July 17th, 2008 at 1:12 pm
133
Melanie Says:
July 17th, 2008 at 1:08 pm
Sally, maybe she just fancied a change…
————————————————————————–
Melanie, I really don’t think so.
July 17th, 2008 at 1:08 pm
Sally, maybe she just fancied a change…
July 17th, 2008 at 1:06 pm
Have read a few posts on here today but sorry time does not permit me to read anymore. Just would like to say, I think there is WAYYYYYYYYYY more to this story/ sad tale than we know. I am interested in past footprints. Such as: why did k mccann give up her job as an anesthesiologist (highly lucratve and high paying)? Where their any incidents that influenced her decision (perhaps an overdose or two (or more) and if so, how many. What would cause a person to leave a high paying and lucrative job such as an anesthesiologist and become a regular gp—————–part time general practiononer at that. Just some thoughts.
Mods and Admin
its possible because anaethetists do become affected by the gases they use on patieints , and it can badly affect unconceived children, and its not only maternally but also paternally.

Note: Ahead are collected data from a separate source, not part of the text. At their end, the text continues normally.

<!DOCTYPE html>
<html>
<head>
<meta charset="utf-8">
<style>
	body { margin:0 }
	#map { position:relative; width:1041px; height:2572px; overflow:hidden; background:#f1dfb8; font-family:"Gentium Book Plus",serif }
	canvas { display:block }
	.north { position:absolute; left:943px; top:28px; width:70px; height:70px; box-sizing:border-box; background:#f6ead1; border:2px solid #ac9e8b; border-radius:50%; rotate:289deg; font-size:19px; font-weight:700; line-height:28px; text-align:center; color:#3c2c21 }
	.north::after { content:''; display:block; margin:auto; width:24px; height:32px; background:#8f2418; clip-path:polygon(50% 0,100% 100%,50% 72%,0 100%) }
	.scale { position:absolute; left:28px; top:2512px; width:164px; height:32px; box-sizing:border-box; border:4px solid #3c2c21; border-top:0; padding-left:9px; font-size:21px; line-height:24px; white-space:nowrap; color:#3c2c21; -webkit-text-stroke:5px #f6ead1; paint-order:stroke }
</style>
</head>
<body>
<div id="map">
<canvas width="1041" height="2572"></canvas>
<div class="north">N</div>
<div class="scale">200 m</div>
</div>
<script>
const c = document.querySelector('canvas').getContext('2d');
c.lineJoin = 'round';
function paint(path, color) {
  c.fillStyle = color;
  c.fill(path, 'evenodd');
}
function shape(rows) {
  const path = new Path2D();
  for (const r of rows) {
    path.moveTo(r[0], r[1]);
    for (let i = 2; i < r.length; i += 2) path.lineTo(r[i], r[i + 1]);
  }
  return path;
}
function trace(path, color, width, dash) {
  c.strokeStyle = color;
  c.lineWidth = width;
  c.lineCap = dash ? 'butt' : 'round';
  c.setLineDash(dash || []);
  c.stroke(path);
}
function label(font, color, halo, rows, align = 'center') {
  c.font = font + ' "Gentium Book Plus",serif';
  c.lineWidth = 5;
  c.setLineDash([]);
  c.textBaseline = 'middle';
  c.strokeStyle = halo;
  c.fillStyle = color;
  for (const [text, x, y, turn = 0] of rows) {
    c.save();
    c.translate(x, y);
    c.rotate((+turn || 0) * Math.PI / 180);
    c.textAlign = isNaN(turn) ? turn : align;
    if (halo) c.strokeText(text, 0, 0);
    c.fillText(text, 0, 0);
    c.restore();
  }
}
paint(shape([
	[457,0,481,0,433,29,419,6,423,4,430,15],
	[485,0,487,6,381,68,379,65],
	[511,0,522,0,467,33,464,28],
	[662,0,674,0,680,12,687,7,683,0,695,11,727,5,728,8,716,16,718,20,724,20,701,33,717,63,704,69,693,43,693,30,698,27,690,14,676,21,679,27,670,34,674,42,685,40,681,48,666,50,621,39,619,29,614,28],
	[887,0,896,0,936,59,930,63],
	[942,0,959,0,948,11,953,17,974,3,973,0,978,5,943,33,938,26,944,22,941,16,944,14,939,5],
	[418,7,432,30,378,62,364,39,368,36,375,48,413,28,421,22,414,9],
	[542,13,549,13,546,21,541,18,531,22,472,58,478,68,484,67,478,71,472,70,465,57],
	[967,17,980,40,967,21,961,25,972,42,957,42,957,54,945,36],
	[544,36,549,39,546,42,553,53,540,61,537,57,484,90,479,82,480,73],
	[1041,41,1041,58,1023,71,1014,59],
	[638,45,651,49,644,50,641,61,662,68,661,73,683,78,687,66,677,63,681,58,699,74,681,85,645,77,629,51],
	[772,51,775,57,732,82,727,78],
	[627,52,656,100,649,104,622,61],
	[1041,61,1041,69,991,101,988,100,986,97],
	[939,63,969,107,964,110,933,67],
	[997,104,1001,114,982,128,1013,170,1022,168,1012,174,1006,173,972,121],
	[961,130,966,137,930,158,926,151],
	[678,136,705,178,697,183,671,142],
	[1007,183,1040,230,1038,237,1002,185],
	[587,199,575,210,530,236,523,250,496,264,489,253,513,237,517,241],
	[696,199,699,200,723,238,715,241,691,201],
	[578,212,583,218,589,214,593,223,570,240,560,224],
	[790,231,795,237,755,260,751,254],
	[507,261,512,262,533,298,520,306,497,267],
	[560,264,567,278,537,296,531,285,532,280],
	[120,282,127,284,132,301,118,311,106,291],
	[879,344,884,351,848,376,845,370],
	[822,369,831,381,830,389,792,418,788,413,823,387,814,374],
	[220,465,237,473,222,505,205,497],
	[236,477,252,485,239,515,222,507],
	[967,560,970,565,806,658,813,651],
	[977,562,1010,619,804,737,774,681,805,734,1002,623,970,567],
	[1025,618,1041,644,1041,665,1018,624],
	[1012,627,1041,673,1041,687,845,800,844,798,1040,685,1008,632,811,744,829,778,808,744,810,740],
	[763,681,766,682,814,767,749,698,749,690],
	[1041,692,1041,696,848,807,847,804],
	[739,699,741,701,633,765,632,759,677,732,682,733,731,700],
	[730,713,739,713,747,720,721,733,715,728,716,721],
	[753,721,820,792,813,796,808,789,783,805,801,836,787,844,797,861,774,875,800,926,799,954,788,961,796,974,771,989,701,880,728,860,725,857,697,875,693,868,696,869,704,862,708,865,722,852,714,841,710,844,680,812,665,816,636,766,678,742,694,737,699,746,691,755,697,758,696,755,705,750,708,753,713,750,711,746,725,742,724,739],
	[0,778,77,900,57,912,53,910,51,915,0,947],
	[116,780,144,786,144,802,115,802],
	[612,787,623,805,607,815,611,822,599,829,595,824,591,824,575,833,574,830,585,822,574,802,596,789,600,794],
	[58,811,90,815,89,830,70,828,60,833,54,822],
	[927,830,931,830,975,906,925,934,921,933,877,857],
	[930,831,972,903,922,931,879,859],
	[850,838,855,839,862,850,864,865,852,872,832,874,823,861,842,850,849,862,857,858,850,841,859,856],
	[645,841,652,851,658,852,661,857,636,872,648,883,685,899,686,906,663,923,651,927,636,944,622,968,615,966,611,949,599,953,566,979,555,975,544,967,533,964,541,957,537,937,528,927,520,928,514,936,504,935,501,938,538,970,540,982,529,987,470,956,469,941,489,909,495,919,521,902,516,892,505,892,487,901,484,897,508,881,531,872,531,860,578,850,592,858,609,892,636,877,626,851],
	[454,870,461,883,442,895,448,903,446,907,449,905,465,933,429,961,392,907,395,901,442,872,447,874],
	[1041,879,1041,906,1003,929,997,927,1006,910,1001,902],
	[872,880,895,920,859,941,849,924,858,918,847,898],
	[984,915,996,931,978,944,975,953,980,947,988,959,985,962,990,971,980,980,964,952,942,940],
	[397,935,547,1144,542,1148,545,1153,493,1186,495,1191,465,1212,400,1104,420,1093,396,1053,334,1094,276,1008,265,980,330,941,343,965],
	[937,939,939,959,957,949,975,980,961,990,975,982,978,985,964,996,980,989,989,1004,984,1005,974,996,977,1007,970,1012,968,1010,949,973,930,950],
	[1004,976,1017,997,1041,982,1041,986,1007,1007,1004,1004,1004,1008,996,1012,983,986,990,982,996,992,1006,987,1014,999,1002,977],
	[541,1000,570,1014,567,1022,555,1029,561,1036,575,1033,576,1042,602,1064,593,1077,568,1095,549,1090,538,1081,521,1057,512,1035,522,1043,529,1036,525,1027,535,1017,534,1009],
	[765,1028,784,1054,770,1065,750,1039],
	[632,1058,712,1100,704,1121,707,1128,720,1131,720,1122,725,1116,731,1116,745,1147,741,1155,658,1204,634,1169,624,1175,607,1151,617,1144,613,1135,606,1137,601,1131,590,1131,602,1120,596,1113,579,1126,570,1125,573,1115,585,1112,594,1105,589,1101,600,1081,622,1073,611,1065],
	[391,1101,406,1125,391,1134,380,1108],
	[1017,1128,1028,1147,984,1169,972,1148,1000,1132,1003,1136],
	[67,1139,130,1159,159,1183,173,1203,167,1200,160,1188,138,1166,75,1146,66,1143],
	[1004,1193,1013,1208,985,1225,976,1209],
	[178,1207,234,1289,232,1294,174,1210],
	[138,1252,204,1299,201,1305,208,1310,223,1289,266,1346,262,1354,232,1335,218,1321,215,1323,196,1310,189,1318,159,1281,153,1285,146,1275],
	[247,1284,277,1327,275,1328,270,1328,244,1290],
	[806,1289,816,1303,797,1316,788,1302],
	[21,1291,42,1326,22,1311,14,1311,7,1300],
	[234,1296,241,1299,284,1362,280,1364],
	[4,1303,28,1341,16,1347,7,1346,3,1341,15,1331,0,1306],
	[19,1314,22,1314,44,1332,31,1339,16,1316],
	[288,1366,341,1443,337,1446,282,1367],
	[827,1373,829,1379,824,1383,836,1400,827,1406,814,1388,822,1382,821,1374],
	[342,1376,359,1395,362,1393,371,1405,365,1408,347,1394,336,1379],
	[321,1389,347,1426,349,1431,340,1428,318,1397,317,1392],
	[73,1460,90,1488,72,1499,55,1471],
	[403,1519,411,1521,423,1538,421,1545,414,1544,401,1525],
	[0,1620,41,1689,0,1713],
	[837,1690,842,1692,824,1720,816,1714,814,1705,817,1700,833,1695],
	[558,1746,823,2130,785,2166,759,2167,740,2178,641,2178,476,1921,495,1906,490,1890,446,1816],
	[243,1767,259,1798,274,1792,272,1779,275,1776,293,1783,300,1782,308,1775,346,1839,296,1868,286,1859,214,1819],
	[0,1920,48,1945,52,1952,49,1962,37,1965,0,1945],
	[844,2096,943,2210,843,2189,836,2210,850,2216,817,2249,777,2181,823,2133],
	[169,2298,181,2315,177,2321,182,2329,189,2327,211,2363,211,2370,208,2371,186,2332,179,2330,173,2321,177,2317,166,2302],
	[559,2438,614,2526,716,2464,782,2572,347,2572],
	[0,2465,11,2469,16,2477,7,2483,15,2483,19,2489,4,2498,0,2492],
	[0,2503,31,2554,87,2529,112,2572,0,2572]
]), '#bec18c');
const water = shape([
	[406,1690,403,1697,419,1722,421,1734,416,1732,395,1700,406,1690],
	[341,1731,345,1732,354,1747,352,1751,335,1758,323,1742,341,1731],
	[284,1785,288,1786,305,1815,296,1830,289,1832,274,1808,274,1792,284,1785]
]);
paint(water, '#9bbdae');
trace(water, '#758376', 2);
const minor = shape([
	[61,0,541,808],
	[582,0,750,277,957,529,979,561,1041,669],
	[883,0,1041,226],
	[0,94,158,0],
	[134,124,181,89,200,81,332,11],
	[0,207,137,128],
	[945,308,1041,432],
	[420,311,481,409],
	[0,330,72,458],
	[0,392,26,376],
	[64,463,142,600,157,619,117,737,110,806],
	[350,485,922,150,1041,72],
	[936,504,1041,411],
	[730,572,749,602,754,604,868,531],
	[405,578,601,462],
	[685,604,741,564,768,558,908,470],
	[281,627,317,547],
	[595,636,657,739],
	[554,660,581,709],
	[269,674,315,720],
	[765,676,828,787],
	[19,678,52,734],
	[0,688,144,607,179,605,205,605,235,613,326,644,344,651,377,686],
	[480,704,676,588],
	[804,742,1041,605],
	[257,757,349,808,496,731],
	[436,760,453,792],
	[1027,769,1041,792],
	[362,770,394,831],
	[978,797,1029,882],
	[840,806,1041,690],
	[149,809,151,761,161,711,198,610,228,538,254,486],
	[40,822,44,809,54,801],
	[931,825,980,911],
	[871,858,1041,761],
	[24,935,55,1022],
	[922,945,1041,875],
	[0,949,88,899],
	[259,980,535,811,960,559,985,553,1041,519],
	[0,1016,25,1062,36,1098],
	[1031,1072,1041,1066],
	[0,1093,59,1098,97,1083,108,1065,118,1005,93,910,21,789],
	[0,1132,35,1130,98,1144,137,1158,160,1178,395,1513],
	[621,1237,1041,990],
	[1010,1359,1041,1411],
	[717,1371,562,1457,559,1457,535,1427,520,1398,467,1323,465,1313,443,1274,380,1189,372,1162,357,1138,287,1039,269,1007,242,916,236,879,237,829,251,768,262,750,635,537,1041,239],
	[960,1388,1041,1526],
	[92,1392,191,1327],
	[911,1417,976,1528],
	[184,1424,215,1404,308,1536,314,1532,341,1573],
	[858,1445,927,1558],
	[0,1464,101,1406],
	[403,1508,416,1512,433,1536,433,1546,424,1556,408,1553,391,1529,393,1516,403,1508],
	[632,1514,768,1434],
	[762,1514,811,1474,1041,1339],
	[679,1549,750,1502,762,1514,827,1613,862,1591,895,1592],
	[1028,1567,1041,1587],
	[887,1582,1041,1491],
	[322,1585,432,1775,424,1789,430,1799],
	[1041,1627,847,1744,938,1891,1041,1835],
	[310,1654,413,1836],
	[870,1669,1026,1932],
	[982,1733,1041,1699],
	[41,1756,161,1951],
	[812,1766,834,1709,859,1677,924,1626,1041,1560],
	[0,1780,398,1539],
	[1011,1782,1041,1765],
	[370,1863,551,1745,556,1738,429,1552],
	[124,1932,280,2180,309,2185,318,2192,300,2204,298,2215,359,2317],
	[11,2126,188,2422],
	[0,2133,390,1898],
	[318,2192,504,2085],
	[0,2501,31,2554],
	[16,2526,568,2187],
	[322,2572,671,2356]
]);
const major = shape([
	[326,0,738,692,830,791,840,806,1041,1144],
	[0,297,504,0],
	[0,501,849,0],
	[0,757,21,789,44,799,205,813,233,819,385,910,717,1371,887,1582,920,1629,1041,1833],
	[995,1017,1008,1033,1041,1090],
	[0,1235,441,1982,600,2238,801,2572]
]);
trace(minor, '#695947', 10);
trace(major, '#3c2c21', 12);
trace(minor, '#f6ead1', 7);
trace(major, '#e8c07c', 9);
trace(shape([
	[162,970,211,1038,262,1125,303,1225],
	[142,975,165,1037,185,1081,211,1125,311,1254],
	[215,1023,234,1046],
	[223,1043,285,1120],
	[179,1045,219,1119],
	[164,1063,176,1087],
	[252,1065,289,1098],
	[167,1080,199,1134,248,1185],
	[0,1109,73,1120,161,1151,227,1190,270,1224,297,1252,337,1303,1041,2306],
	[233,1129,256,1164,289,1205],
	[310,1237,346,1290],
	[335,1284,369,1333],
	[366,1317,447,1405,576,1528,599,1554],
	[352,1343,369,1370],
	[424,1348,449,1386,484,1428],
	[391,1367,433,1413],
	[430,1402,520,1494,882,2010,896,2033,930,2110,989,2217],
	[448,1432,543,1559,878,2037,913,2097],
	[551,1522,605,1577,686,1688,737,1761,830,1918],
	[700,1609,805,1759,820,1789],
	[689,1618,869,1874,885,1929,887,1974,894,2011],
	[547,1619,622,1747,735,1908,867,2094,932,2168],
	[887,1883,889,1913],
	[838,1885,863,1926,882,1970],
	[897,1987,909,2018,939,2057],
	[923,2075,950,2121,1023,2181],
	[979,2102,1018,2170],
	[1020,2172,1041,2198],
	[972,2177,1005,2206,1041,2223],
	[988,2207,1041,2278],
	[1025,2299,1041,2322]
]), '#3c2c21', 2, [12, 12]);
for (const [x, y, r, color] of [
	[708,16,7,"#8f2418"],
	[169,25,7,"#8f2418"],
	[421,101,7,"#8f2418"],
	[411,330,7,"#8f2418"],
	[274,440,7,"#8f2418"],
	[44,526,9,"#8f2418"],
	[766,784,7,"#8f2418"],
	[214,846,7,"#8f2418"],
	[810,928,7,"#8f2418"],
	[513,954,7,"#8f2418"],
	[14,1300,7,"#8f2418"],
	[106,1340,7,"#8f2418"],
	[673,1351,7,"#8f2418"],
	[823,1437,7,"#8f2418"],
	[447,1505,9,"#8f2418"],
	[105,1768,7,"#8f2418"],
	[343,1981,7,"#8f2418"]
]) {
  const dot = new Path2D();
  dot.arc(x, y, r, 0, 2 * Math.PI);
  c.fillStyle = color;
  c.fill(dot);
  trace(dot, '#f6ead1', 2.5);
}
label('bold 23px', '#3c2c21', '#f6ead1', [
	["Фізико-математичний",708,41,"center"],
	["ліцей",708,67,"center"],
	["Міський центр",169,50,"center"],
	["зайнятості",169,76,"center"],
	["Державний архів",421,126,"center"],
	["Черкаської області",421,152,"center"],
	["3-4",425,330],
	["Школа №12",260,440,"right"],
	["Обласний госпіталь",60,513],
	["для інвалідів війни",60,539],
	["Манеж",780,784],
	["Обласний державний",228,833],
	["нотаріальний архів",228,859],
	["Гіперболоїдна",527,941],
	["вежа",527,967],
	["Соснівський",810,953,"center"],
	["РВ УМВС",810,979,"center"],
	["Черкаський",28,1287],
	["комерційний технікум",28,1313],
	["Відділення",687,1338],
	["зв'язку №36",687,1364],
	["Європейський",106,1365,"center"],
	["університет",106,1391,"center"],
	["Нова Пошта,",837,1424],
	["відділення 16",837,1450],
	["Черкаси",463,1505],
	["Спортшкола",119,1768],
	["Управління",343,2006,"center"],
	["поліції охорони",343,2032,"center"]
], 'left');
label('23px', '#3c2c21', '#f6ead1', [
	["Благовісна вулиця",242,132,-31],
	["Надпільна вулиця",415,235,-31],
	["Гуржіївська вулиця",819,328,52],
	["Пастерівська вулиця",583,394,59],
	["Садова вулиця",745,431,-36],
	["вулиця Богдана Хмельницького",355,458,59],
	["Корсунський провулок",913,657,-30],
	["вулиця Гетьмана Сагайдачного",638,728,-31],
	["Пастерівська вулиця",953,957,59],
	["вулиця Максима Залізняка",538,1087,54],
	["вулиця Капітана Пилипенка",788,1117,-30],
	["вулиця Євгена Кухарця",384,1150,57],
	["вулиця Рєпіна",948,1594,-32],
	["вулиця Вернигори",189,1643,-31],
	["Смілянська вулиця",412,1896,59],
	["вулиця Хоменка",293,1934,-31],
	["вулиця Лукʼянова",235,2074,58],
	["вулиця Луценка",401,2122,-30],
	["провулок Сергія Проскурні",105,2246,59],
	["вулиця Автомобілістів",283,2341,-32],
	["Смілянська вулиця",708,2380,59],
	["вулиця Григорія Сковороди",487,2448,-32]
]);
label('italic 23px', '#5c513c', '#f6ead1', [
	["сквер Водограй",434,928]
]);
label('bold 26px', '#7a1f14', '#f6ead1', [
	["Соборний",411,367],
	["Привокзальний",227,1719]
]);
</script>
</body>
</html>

An NHS anaethetist wouldn’t earn as much as an US one anyway.
I think that cul de sac you have opened can be safely closed
July 17th, 2008 at 1:05 pm
LP just you wait! you got your own wings? Gimme mine back
July 17th, 2008 at 12:59 pm
new thread
July 17th, 2008 at 12:51 pm
127 jule
Lovely daydream, wouldnt it be wonderful if those kind pj were thinking of giving us a lovely surprise to thank us for our perseverence with the case
July 17th, 2008 at 12:48 pm
Will we be able to read the full grovel online somewhere?
July 17th, 2008 at 12:46 pm
wtf …. perhaps the PJ could only get a flight over to Rothley over the weekend …. oh, don’t mind me …… daydreaming AGAIN
July 17th, 2008 at 12:44 pm
and a couple might just be singing this..
http://www.youtube.com/watch?v=8yteMugRAc0
July 17th, 2008 at 12:42 pm
Yes, of course I saw Robert Murat and Miss Walczuch, and the Court was jam-packed with what I assume was family.
M&W were very serious, but the children and teenagers had huge grins…
July 17th, 2008 at 12:42 pm
Silly question, but why do they have to wait until monday to make the anouncement? If they have already made up their mind, why not just announce it now?
July 17th, 2008 at 12:40 pm
105
JuneJohnson Says:
July 17th, 2008 at 12:06 pm
Lone Pigeon,
I’ll have my besom back , if you don’t mind…..
I’m ex -RC convent educated , and I need that besom nowadays
No you can’t! I’m having too much fun riding it round the office cacklin like an old witch
July 17th, 2008 at 12:39 pm
hannasus
9/11 was not an excuse to invade Iraq - Iraq was a ego salve for not stopping 9/11
(if 9/11 really was a ruse they’d've gone into Iraq before the shock had time to wear off - when the UN and EU would be less likely to raise objections - as it was, they waited too long and failed to convince anyone outside of their their own government and New Labour).
July 17th, 2008 at 12:39 pm
And I have seen grovels before, but 3 pages of A4 isn’t just a grovel, it’s an obeisance before Sulemain the Magnificent with the Court Eunuchs standing by to make sure you do it right….
July 17th, 2008 at 12:38 pm
Oh, that’s excellent Chenier … so they played dress-up as well …… a certain poster will be most impressed
So c’mon …. c’mon …… darn it ….. did you see Murat …. what happened? C’mon ……
July 17th, 2008 at 12:36 pm
Well, that was a fun morning out for all the family.
I thought it was very sweet of Justice Eady not only to retire from Court to gown and wig up, but also to look particulary stern for the children and teenagers; that’s what they indisputably thought was what a proper judge looks like!
July 17th, 2008 at 12:35 pm
Thanks for that link Matt (YO
)
I haven’t seen the actual videos of him speaking, but from his words, he appears to be a true gentleman? Am I wrong in thinking that a man who has been so wronged who can speak so honestly and openly about what happened cannot be a gentleman? I think this is a chapter of his life that he wishes closed permanently, so that he and the others can move forward - unfortunately it can’t happen until they remove his arguido status.